November 23 – Too modest to take credit for it, Martha Rotunno was an icon.
Rotunno, 92, died Oct. 31 at her home, surrounded by loving family, amid an Alzheimer’s diagnosis. Santa Feans may remember Rotunno as a waitress at Tia Sophia’s, where she worked for more than twenty years—and, according to some accounts, where she coined the now legendary term “Christmas” to refer to the combination of red and green chile.
When she retired in 1996, her retirement party was attended by then-Mayor Debbie Jaramillo, who named September 5 Martha Rotunno Day, and City Council Member Peso Chavez, who gave a speech honoring her service.
“She knew how to live,” said Gilda Montaño, one of Rotunno’s four surviving daughters.
“She didn’t like to see anyone suffer,” Montaño said. “So whether it was buying groceries, borrowing money, inviting us to spend the holidays with us – whatever it was – she was just there. That’s the person she was.”
Even in retirement, she continued to serve the community as a volunteer at Bienvenidos Outreach, where she served food to the homeless, and at Keep Santa Fe Beautiful, where she volunteered regularly and often brought her famous sugar cookies for fellow volunteers.

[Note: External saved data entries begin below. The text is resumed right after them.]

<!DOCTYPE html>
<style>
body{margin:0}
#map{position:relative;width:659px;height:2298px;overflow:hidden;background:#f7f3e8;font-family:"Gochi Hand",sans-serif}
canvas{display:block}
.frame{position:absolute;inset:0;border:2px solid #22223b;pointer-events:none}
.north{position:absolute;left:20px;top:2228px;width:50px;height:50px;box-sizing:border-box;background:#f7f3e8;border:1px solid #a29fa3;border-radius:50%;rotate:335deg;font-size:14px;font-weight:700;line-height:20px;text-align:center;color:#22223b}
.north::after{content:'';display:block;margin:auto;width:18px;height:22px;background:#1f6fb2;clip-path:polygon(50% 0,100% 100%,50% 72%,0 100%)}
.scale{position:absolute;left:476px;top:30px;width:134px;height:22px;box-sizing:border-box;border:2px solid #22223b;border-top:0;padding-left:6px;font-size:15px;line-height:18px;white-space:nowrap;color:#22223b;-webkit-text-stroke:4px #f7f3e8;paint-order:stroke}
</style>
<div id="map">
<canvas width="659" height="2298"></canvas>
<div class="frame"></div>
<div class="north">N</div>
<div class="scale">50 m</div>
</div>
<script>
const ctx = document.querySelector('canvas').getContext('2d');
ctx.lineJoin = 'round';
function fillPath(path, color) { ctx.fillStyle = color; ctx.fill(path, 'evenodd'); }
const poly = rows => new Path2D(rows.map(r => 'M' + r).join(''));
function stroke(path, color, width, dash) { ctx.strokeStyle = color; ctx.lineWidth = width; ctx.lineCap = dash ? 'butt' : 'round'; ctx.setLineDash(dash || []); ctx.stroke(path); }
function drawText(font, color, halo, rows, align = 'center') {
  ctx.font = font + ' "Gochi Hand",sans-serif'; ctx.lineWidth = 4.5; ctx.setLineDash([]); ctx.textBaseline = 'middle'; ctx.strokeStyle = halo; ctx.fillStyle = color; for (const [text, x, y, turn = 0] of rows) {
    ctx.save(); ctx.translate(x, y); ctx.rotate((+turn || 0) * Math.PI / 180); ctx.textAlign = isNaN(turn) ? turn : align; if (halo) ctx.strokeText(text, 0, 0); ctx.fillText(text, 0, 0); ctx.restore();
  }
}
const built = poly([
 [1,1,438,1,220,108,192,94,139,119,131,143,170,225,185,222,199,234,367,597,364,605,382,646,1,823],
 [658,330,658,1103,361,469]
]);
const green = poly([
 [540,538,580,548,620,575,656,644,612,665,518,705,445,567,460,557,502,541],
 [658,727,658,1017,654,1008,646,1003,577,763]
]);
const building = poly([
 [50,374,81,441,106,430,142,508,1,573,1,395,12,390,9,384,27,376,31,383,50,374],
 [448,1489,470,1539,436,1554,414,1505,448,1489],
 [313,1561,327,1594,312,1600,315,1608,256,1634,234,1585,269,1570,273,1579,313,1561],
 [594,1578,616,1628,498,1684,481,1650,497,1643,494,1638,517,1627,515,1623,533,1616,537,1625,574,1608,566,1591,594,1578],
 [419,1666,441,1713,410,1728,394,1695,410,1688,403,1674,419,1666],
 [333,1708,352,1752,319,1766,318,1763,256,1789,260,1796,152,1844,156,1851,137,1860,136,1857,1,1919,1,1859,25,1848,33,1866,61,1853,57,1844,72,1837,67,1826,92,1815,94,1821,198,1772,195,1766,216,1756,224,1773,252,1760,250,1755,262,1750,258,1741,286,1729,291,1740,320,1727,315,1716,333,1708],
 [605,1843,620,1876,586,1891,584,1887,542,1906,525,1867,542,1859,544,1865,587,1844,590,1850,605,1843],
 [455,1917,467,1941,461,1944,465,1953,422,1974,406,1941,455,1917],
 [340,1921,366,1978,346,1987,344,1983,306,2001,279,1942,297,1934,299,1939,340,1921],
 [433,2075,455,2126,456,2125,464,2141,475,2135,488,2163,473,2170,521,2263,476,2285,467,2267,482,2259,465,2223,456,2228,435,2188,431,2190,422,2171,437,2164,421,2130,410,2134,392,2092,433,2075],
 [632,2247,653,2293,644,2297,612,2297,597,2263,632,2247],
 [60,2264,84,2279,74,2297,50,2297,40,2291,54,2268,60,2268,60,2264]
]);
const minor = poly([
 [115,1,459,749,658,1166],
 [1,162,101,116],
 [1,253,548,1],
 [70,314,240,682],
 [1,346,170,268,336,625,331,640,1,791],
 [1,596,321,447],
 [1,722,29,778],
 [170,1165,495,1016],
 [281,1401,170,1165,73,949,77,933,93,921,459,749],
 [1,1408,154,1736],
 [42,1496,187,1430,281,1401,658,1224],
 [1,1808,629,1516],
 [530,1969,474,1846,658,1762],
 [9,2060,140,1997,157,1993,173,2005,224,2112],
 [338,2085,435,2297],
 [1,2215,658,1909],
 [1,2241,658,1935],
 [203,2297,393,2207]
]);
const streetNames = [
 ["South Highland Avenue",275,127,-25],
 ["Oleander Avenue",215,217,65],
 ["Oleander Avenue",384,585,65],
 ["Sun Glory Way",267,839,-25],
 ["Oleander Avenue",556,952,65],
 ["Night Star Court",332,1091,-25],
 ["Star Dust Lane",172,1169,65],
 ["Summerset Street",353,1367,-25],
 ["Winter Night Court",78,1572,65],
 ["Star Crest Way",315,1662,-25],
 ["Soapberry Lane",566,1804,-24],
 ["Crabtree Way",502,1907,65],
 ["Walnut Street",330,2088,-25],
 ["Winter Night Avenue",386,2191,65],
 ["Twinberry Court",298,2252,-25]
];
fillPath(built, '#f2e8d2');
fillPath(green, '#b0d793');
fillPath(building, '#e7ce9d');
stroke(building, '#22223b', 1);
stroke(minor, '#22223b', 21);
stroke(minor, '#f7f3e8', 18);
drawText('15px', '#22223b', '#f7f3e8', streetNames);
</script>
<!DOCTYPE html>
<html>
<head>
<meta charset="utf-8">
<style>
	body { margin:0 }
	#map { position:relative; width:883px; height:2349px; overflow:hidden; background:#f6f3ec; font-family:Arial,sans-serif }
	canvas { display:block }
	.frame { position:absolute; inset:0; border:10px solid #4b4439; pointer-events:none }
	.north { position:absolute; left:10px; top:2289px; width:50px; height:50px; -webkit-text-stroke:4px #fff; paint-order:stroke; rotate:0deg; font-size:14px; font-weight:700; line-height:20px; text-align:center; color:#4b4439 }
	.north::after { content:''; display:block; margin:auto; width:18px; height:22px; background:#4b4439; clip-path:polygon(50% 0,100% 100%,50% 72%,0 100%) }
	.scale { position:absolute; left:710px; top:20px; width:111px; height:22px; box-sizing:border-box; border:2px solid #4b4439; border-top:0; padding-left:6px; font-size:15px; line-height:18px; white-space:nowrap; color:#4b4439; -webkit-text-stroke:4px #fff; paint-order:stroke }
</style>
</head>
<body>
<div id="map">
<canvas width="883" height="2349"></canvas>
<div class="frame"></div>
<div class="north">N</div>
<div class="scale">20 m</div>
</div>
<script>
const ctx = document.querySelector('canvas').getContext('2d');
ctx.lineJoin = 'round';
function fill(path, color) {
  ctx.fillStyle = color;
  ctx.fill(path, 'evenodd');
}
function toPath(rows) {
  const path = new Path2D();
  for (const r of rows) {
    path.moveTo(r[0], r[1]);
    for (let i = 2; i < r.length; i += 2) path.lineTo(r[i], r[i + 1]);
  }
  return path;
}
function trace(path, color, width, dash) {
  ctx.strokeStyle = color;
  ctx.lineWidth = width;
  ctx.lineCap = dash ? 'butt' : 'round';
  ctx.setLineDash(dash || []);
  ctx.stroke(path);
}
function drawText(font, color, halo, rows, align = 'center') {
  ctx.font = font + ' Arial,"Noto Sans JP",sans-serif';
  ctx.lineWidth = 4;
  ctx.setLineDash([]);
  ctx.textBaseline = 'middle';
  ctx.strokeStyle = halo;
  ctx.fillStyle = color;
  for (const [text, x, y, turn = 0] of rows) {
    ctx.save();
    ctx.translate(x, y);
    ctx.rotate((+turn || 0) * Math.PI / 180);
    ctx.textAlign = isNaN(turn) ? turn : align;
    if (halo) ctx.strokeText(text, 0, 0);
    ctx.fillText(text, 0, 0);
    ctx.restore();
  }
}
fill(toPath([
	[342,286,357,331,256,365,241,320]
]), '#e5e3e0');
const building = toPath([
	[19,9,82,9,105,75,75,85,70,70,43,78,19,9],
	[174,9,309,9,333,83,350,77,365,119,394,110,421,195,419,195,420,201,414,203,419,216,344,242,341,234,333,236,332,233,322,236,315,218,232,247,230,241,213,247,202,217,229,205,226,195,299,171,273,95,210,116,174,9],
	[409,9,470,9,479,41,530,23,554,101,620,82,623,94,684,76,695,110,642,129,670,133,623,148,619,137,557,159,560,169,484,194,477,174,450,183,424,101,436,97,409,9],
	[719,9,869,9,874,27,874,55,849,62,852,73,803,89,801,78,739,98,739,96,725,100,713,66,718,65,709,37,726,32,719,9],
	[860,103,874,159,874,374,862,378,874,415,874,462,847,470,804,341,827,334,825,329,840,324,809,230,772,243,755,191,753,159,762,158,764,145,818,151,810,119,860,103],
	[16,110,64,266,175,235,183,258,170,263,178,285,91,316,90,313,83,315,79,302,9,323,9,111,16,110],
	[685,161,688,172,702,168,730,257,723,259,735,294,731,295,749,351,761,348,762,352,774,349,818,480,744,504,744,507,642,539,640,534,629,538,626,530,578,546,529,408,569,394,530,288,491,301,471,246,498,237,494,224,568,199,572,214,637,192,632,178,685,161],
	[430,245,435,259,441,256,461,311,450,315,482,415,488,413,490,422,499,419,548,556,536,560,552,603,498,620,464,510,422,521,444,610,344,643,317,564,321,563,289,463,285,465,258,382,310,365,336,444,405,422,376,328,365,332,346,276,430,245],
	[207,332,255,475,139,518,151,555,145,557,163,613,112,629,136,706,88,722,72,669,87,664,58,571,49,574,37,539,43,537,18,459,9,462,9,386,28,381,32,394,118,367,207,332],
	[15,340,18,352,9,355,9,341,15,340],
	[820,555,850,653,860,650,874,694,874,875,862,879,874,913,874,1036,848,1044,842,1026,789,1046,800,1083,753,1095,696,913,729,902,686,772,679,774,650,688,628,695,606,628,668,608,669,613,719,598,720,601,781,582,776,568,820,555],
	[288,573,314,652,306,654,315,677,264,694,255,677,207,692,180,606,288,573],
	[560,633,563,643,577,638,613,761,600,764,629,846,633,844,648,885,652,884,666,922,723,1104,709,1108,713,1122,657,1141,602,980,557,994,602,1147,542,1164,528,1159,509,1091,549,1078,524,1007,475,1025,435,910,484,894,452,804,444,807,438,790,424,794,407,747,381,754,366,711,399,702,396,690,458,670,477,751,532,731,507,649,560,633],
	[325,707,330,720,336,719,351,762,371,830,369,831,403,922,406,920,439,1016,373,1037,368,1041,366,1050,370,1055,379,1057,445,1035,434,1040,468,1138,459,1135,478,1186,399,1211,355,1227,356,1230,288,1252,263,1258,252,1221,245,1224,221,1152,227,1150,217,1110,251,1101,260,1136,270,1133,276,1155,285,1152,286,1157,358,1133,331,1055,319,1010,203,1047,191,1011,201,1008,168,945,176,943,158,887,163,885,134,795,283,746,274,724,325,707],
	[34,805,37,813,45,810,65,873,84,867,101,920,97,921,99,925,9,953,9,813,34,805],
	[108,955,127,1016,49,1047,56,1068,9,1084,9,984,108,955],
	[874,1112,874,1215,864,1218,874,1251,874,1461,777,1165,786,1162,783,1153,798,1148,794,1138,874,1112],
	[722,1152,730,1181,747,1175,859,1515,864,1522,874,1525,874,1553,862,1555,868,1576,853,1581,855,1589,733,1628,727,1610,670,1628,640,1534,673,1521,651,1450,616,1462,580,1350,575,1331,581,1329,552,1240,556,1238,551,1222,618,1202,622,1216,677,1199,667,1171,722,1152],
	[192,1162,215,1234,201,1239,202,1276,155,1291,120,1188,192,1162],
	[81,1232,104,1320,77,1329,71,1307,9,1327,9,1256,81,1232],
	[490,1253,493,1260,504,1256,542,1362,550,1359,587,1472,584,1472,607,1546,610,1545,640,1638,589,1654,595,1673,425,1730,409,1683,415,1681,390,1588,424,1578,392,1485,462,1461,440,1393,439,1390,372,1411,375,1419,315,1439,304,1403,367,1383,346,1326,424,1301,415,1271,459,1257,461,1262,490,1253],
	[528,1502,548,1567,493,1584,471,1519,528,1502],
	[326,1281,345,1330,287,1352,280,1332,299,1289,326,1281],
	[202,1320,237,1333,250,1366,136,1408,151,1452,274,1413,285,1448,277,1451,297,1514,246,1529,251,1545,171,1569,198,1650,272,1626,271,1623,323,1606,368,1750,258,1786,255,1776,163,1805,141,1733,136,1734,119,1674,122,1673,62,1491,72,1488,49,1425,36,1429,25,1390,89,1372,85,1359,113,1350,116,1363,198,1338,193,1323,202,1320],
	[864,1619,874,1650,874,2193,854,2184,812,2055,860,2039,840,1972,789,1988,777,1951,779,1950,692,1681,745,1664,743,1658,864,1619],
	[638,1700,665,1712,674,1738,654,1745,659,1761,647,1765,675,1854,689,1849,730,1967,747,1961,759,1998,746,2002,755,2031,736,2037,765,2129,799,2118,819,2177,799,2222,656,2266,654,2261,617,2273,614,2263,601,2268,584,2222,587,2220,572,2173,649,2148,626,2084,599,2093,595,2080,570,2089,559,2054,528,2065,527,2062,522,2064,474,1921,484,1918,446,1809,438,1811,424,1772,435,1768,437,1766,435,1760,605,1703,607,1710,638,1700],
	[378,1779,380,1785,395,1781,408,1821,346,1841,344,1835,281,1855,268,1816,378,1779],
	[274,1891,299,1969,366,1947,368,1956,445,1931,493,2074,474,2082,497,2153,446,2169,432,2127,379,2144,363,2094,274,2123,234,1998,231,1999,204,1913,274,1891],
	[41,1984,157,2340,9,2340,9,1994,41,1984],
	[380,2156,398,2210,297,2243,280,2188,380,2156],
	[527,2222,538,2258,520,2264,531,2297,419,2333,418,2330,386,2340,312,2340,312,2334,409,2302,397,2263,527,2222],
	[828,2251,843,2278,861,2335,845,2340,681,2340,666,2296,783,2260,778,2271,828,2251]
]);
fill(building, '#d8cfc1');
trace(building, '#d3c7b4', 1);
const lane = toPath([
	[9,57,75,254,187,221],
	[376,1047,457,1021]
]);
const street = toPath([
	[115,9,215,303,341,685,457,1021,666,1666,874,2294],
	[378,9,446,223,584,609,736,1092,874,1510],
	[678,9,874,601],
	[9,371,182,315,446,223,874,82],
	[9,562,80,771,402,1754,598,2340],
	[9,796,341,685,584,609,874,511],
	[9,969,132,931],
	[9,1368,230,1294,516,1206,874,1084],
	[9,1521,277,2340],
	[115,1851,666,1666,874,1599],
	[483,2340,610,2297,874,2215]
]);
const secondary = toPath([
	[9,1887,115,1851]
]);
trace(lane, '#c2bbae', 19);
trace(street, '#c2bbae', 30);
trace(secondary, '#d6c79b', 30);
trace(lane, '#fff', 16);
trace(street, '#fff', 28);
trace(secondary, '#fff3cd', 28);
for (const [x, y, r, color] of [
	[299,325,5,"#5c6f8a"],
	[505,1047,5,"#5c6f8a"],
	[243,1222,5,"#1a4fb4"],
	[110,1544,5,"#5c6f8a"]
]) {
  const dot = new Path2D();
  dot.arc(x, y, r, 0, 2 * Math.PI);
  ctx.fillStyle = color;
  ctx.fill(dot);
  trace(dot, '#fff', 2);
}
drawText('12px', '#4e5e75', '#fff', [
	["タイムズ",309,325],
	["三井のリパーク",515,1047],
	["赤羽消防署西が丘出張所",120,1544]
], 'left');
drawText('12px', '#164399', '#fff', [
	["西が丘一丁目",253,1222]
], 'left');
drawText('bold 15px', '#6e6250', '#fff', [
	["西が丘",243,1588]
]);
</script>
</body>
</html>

Her work earned her Keep Santa Fe Beautiful’s Individual of the Year award in 2007.
“I told people I wasn’t from here, and they looked at me funny and said, ‘Oh yeah, you are.’ I may not have been born and raised here, but Santa Fe is my home and I believe it is important to keep my home clean and beautiful,” she told The New Mexican at the time.
Rotunno grew up in Saginaw, Michigan, where her family emigrated from Mexico during the Great Depression. There she worked in her family’s supermarket.
“It was a very close-knit community,” Montaño said. “Her father was also very giving. He sent many people to school and helped them in every way he could. So I think she learned a lot from him there.”
Growing up near Lake Michigan also gave Rotunno her love of the beach and the sun — a love she never lost, her daughter said.
While in Michigan, she also met husband Robert Rotunno, the delivery man who brought soda to the store – and a native Santa Fean, who took Martha to the City Different in 1959. Robert was the father of Martha’s seven children, including Gilda and sisters Nancy, Lorraine and Cindy – who survive Martha – but the couple separated decades ago, with Martha finding a new connection in longtime companion Joe Medina.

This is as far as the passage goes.